Pihole dhcp > no hostnames on router

The issue I'm having is the display of hostnames. If the router manages DHCP, then the Pihole shows no hostnames. Likewise, if the Pihole is handles DHCP then the router doesn't know the names.

Right now, the PI is my DHCP server. Isn't there a way to have the router automatically read hostnames from the pihole, or have the pihole transmit them to the router? Or is it truly necessary to manually update the hostnames into the non-DHCP device?

In case this helps, here are the relevant devices.

Linksys wrt1900acs v2 running Gargoyle
Pihole running on a RPI connected to the router via ETH0.

Why do you want the router to see hostnames? Does it have a page of clients you want to access? Try setting the router's WAN DNS server to the Pi-hole.

Why? Hmm. I suppose because its easier to survey the network landscape if I see hostnames along with the IP address on the router's configuation pages. Pretty much the same reason DNS was invented; names not numbers.

I should mention that the Pihole works great. It blocks ads like a boss on all devices. As far as I can tell its working as intended. The router's WAN DNS has pointed to the Pihole since day one.

I'm not sure how much this has to do with the Pihole directly. It isn't related to blocking ads, I don't think.
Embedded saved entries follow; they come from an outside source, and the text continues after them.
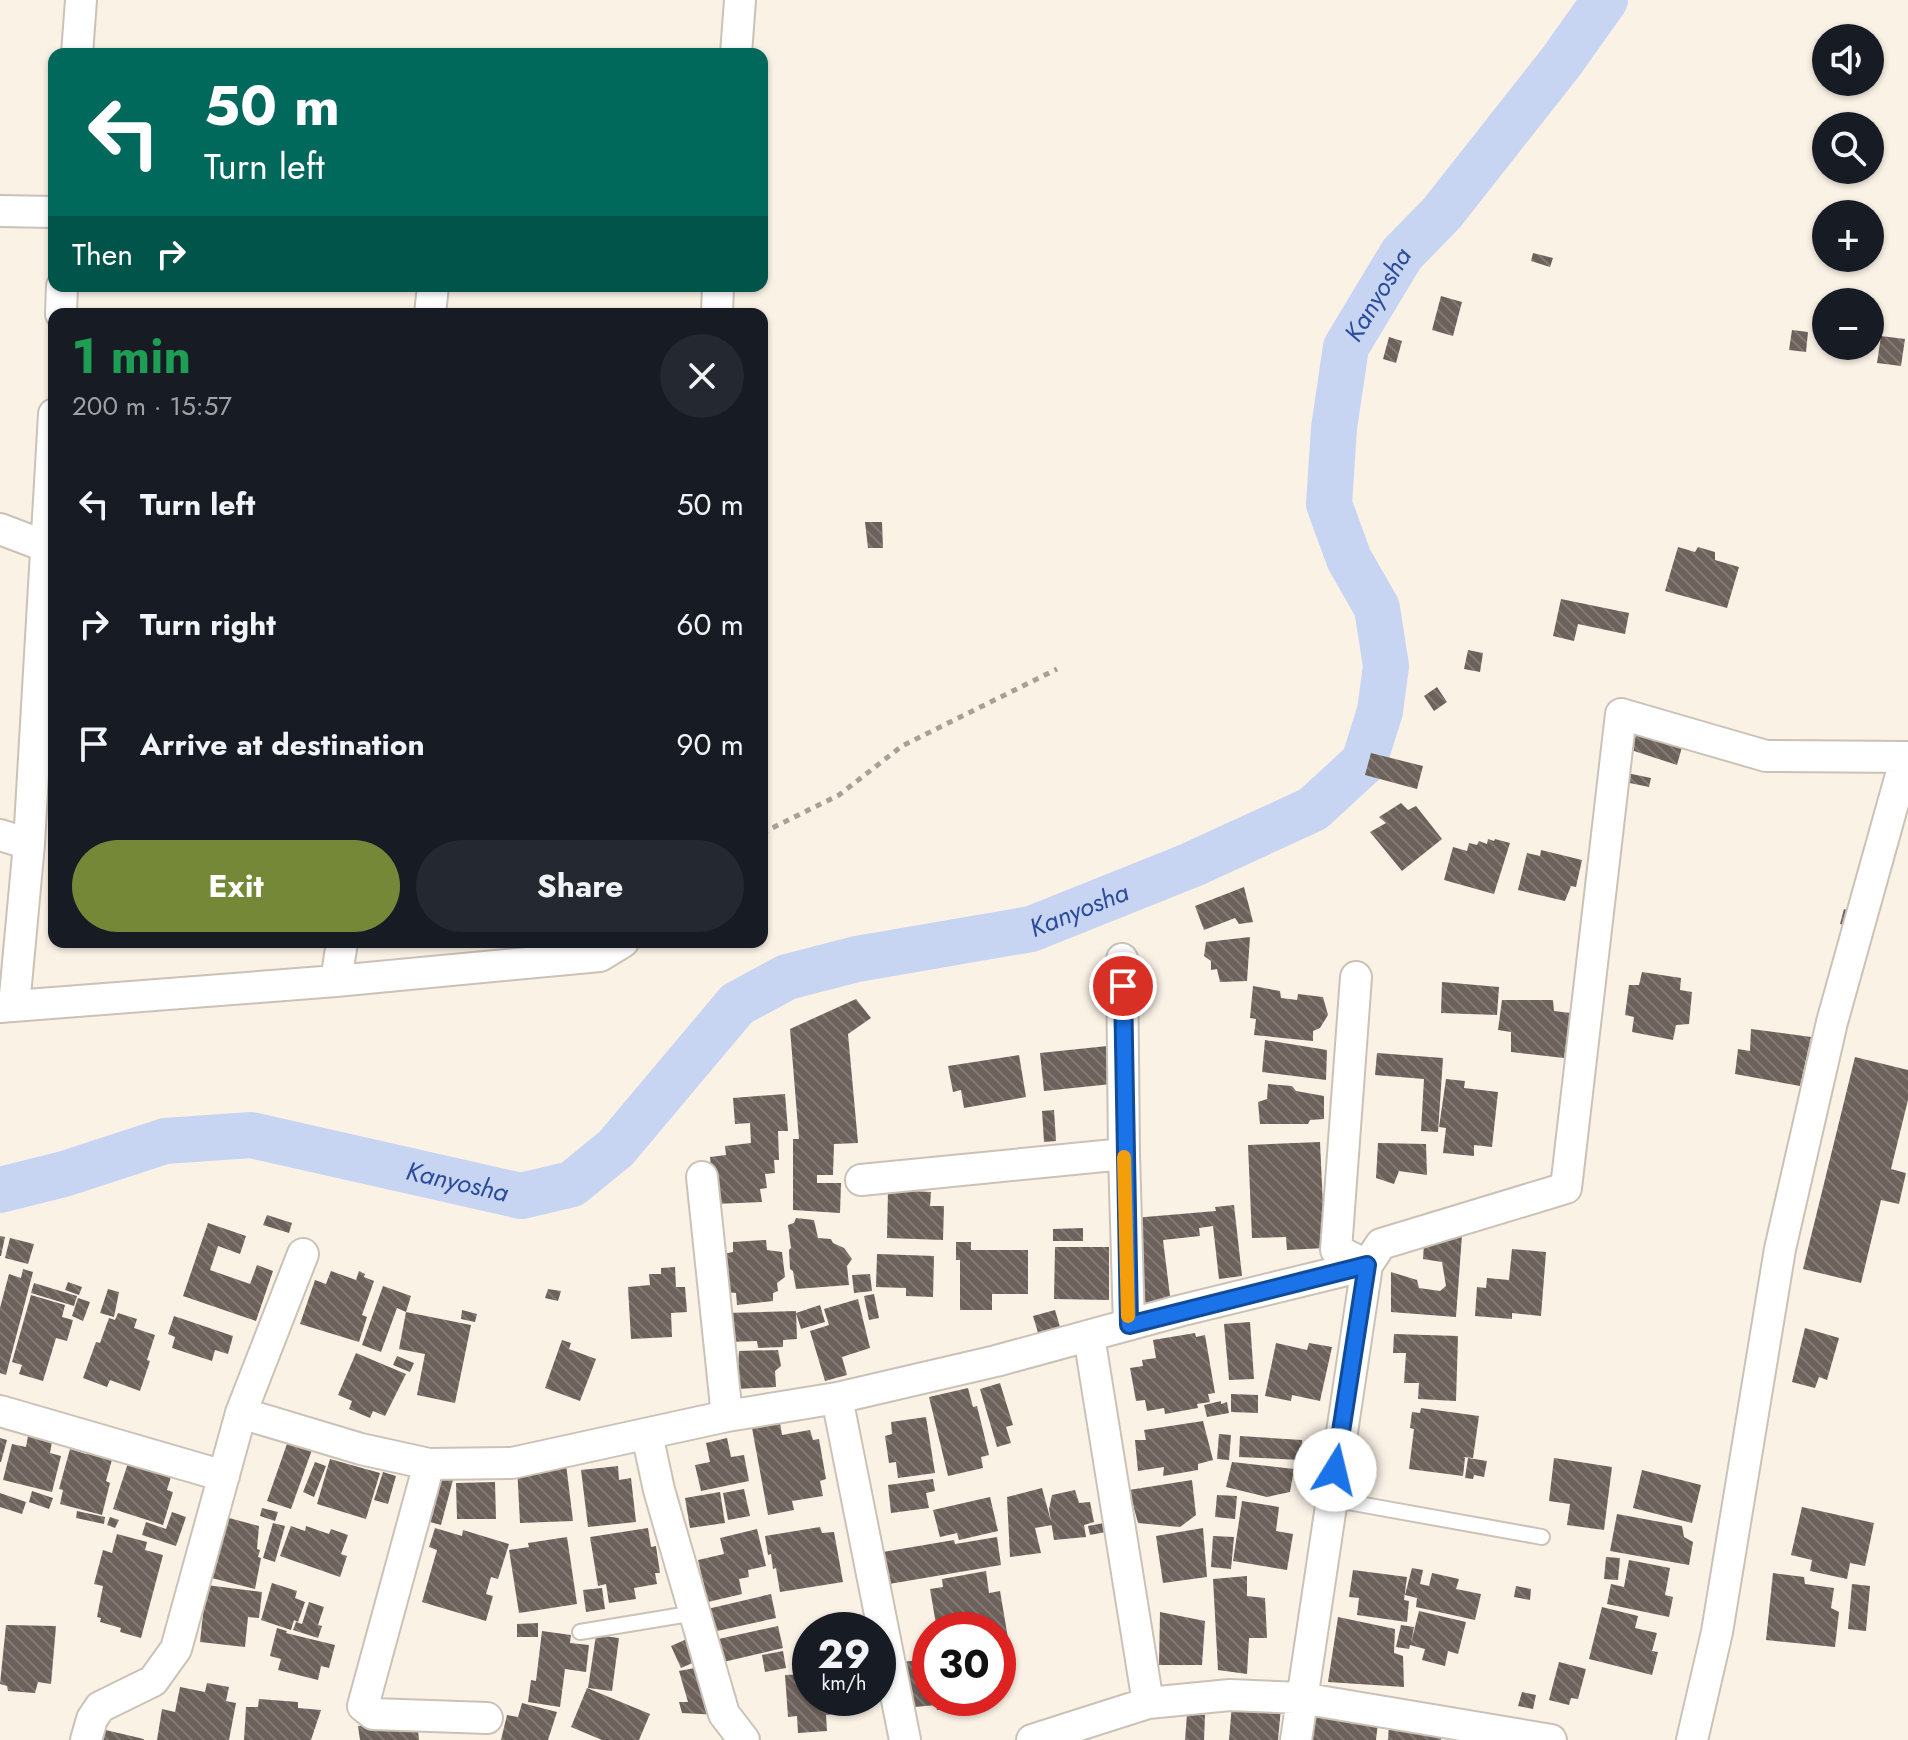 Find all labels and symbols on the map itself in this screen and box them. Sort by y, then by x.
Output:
water label: Kanyosha [1335,240,1421,349]
water label: Kanyosha [1024,873,1135,947]
pin [1089,952,1157,1020]
water label: Kanyosha [402,1152,513,1212]
position arrow [1293,1428,1377,1512]
speed limit sign: 30 [912,1612,1016,1716]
My thought was that perhaps for this to happen, there is some combination of dnsmasq settings that would do it. But I don't really know.

But since nowhere on the web could I find anything about other people having this problem, I'm wondering if its even possible. Either its working like I think it should for everyone else but me, or nobody else minds the lack of hostnames. I've been trying to puzzle this one out for a few weeks and am at wits end.

Can I do it? If so, how?

I'd think that if the router has the Pi-hole as its DNS, then it would be able to look up hostnames. Otherwise, you can use the Pi-hole's DHCP section of the settings to see all the device hostnames (I believe).
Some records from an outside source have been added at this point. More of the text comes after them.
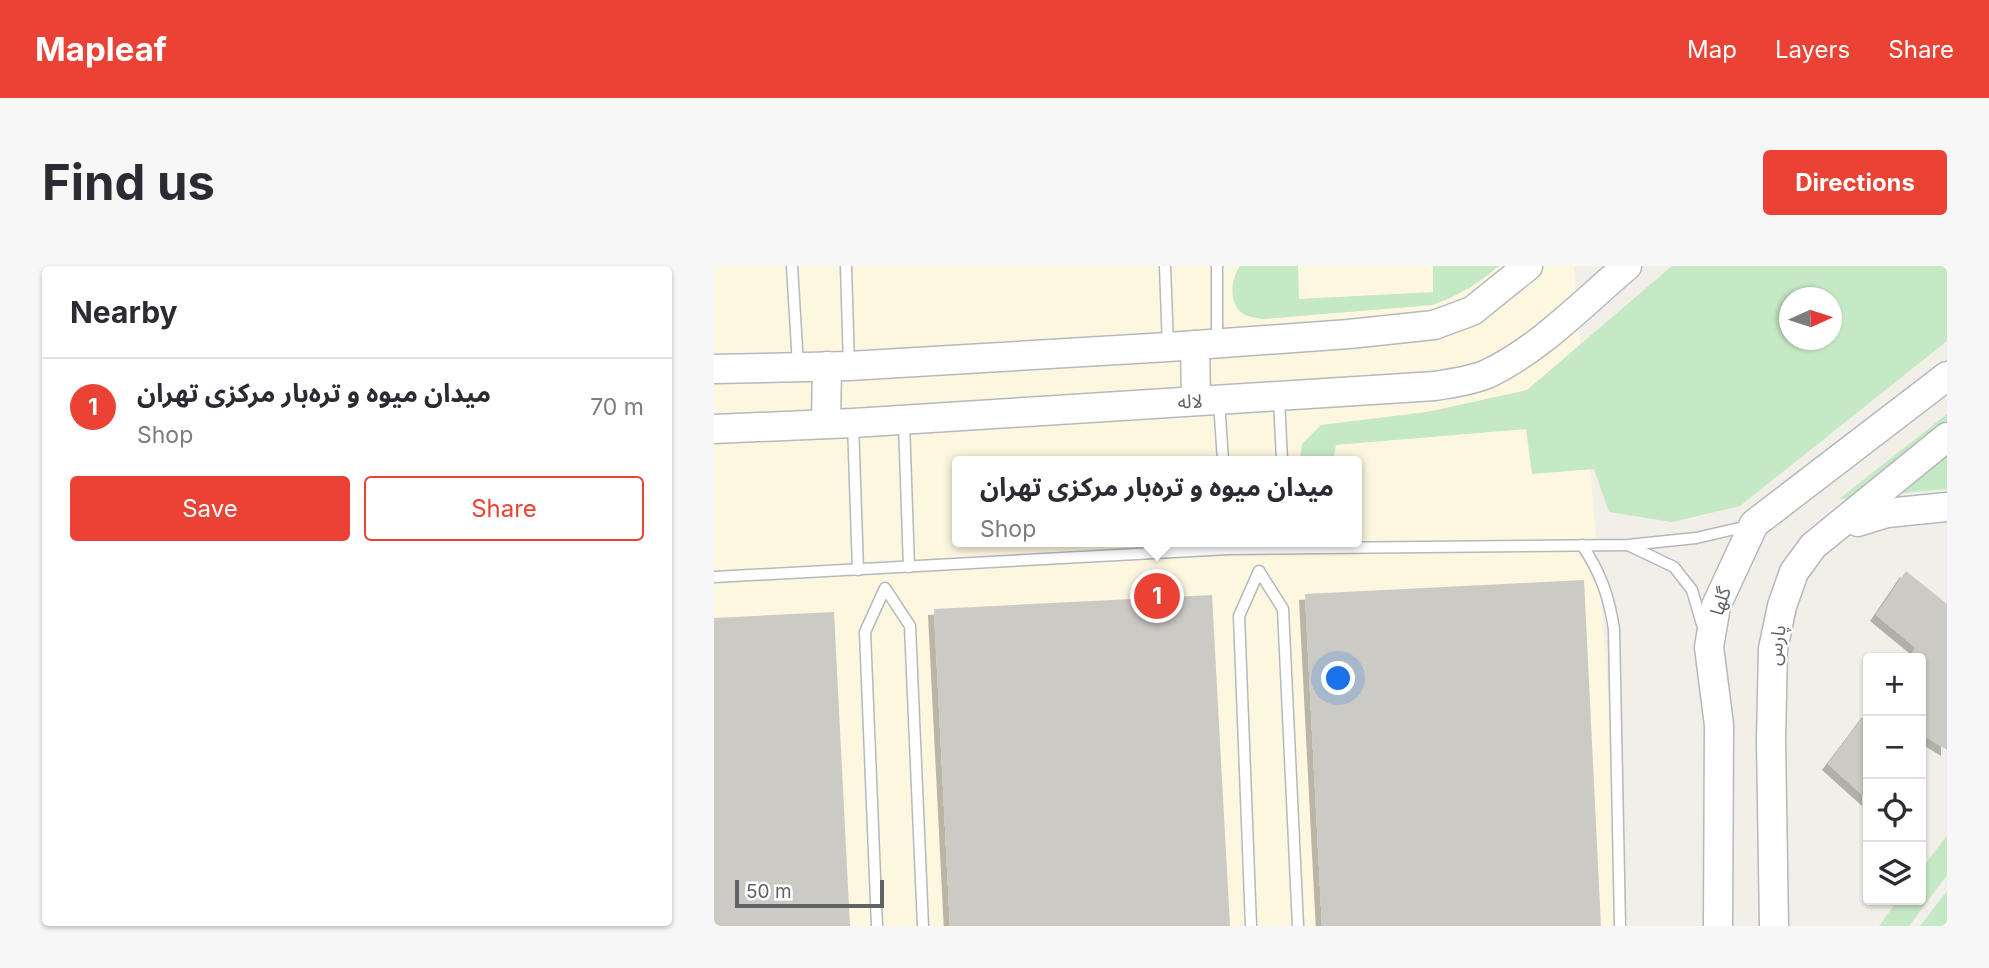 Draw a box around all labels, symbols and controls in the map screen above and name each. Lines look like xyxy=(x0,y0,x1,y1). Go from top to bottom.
text: Mapleaf xyxy=(35,29,167,69)
text: Map xyxy=(1687,35,1737,64)
text: Layers xyxy=(1775,35,1850,64)
text: Share xyxy=(1888,35,1954,64)
button: Directions xyxy=(1763,150,1947,215)
text: Find us xyxy=(42,153,215,212)
north arrow xyxy=(1779,287,1842,350)
text: Nearby xyxy=(70,294,178,330)
text: میدان میوه و تره‌بار مرکزی تهران xyxy=(137,377,491,408)
street label: لاله xyxy=(1177,390,1203,413)
text: 1 xyxy=(88,393,98,421)
text: 70 m xyxy=(590,393,644,421)
text: Shop xyxy=(137,421,193,449)
popup xyxy=(952,456,1362,547)
text: میدان میوه و تره‌بار مرکزی تهران xyxy=(980,471,1334,502)
button: Save xyxy=(70,476,350,541)
button: Share xyxy=(364,476,644,541)
text: Shop xyxy=(980,515,1036,543)
pin: 1 xyxy=(1134,570,1180,622)
street label: گلها xyxy=(1705,583,1736,618)
street label: پارس xyxy=(1762,623,1792,667)
map controls xyxy=(1863,653,1926,905)
button: + xyxy=(1863,653,1926,716)
your location xyxy=(1321,661,1355,695)
button: − xyxy=(1863,716,1926,779)
button: locate xyxy=(1863,779,1926,842)
button: layers xyxy=(1863,842,1926,905)
scale bar xyxy=(735,877,884,909)
text: 50 m xyxy=(746,880,792,903) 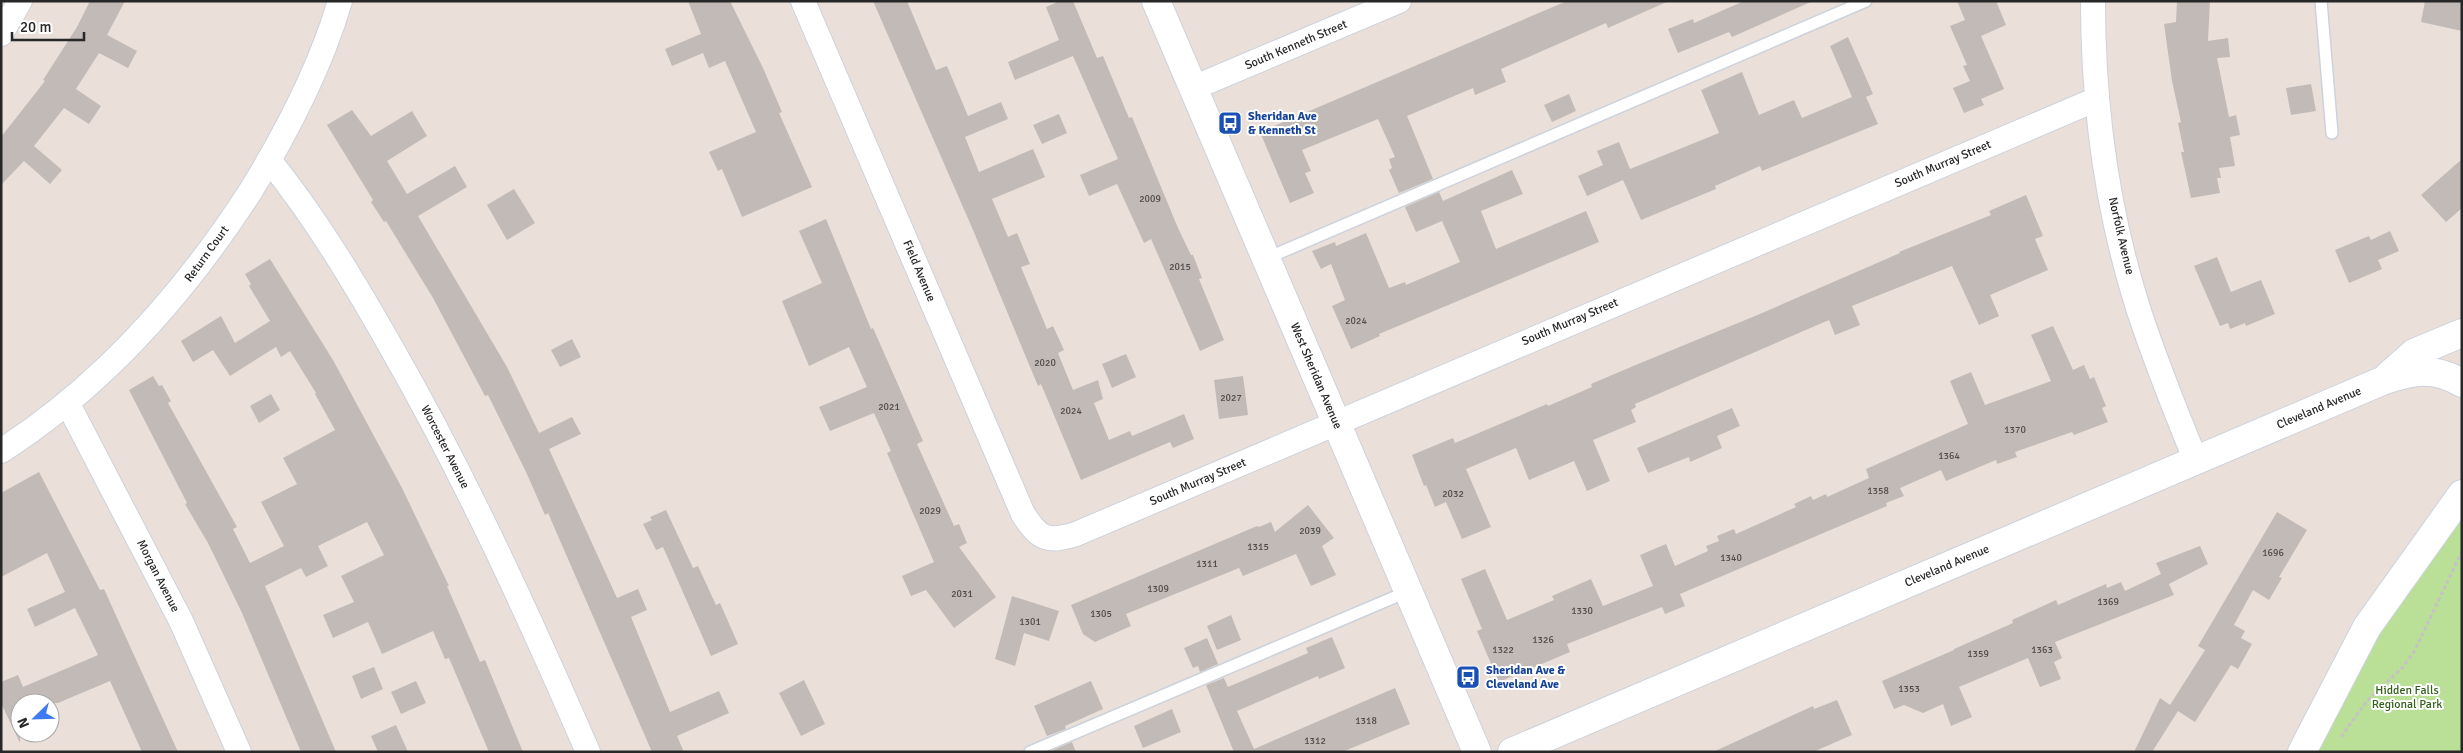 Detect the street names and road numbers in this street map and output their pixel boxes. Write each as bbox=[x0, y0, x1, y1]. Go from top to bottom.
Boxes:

Turns out I can resolve hostname or hostname.mydomain but only from the Pihole. All connected devices, and the router itself from SSH, will not.

You're right that hostnames show on the pihole admin page. But the router hosts page also includes other information associated with the hosts as well as the network at large. So its very useful information to have in the router for all kinds of administration purposes.
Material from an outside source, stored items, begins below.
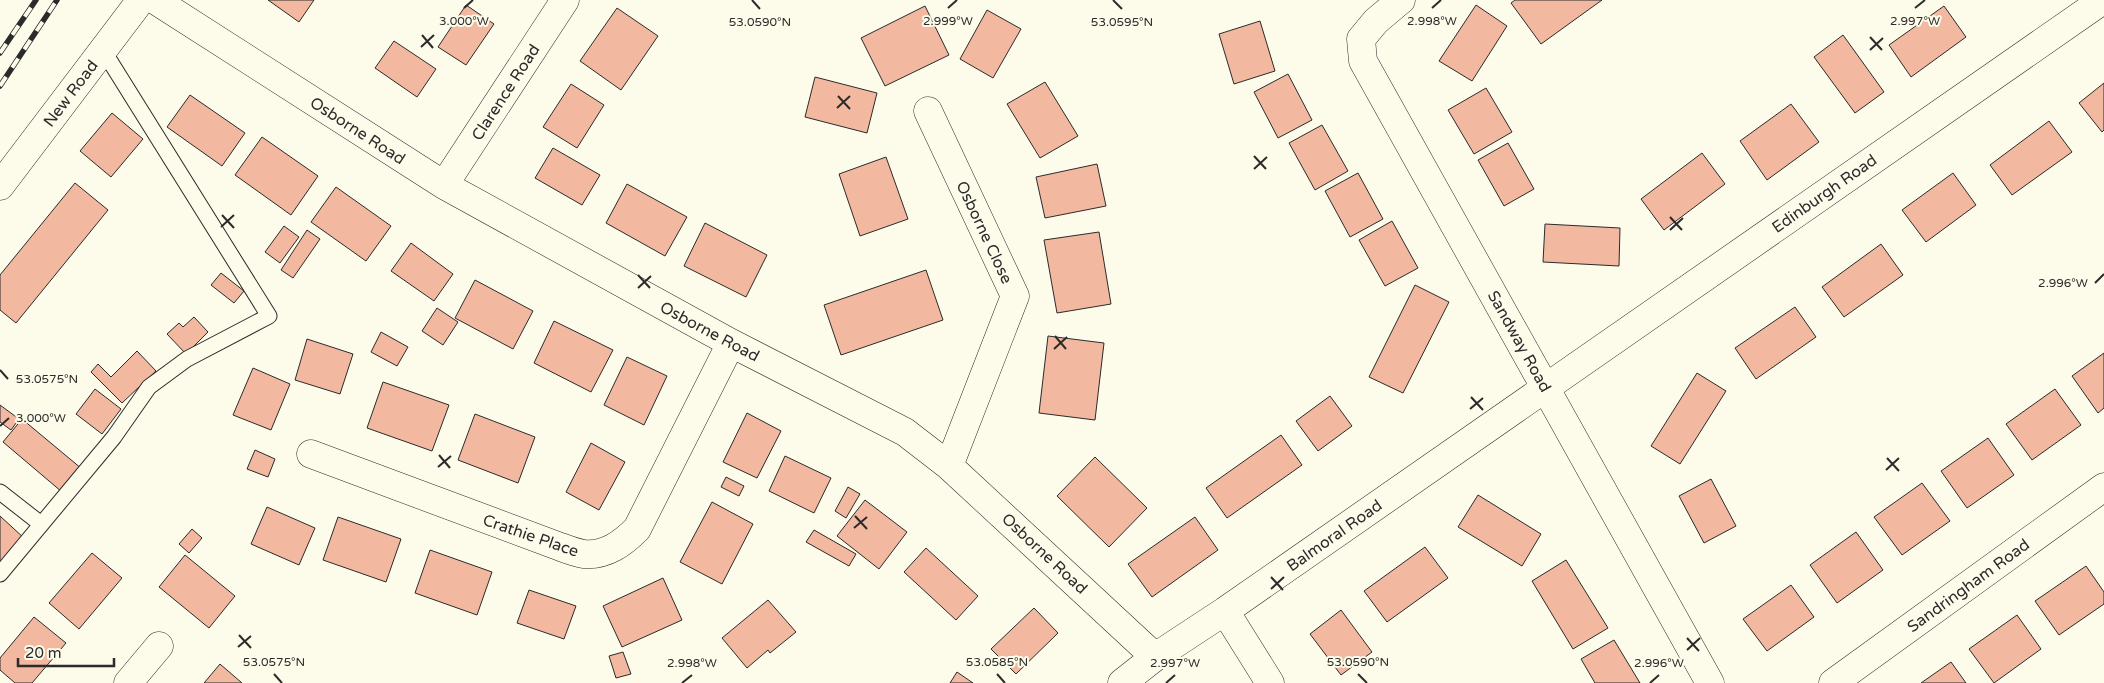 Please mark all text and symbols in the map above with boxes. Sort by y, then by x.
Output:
text: 3.000°W [439,14,489,28]
text: 2.999°W [923,14,973,28]
text: 2.998°W [1407,14,1457,28]
text: 2.997°W [1890,14,1940,28]
text: 53.0590°N [729,15,791,29]
text: 53.0595°N [1091,15,1153,29]
street label: Clarence Road [467,41,544,144]
street label: New Road [39,56,102,131]
street label: Osborne Road [306,93,409,169]
street label: Edinburgh Road [1768,150,1881,238]
street label: Osborne Close [952,178,1017,287]
text: 2.996°W [2038,276,2088,290]
street label: Sandway Road [1483,287,1555,396]
street label: Osborne Road [656,297,763,366]
text: 53.0575°N [16,372,78,386]
text: 3.000°W [16,411,66,425]
street label: Balmoral Road [1283,496,1386,576]
street label: Osborne Road [997,509,1091,598]
street label: Crathie Place [480,510,581,562]
street label: Sandringham Road [1903,535,2034,637]
scale bar [18,636,114,668]
text: 20 m [25,644,62,662]
text: 53.0575°N [243,655,305,669]
text: 53.0585°N [966,655,1028,669]
text: 53.0590°N [1327,655,1389,669]
text: 2.998°W [667,656,717,670]
text: 2.997°W [1150,656,1200,670]
text: 2.996°W [1634,656,1684,670]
In fact, I switched over to using the pihole's DHCP server precisely because it was recommended in other forum threads that doing so would solve the resolution problems. Alas.

Just to be clear, you're saying that local domain and hostname resolution should work out of the box?

I don't use the DHCP part myself, so others would be better suited to answer that question. I'd expect that since the Pi-hole knows the hostnames and can reverse-lookup them, then clients should be able to query the Pi-hole in the same manner. I know that there's a feature exposed in the DHCP settings to generate domains such as hostname.local, which should allow any client to go to that domain and connect the that host.

My router and pihole both have places in the web config to specify the local domain, which I filled out. This didn't work. So because most threads surrounding this issue mention this "fix", I added

domain=castle.hom
Local=/castle.hom/

to /etc/ hosts on the router and on the pihole. This didn't work. Pinging any device in the form of hostname.castle.hom from the router CLI responds with: ping: bad address 'hostname.castle.hom'

So then I added the domain info to /etc/dnsmasq.d/01-pihole.conf as per this thread. Reboot PI,reboot router, no joy.

You yourself brought up gravity.list in that same thread. At the top of my gravity list is the Pihole's address, followed by 0.0.0.0.

It doesn't look right to me, but I don't know what should go there so I didn't change it.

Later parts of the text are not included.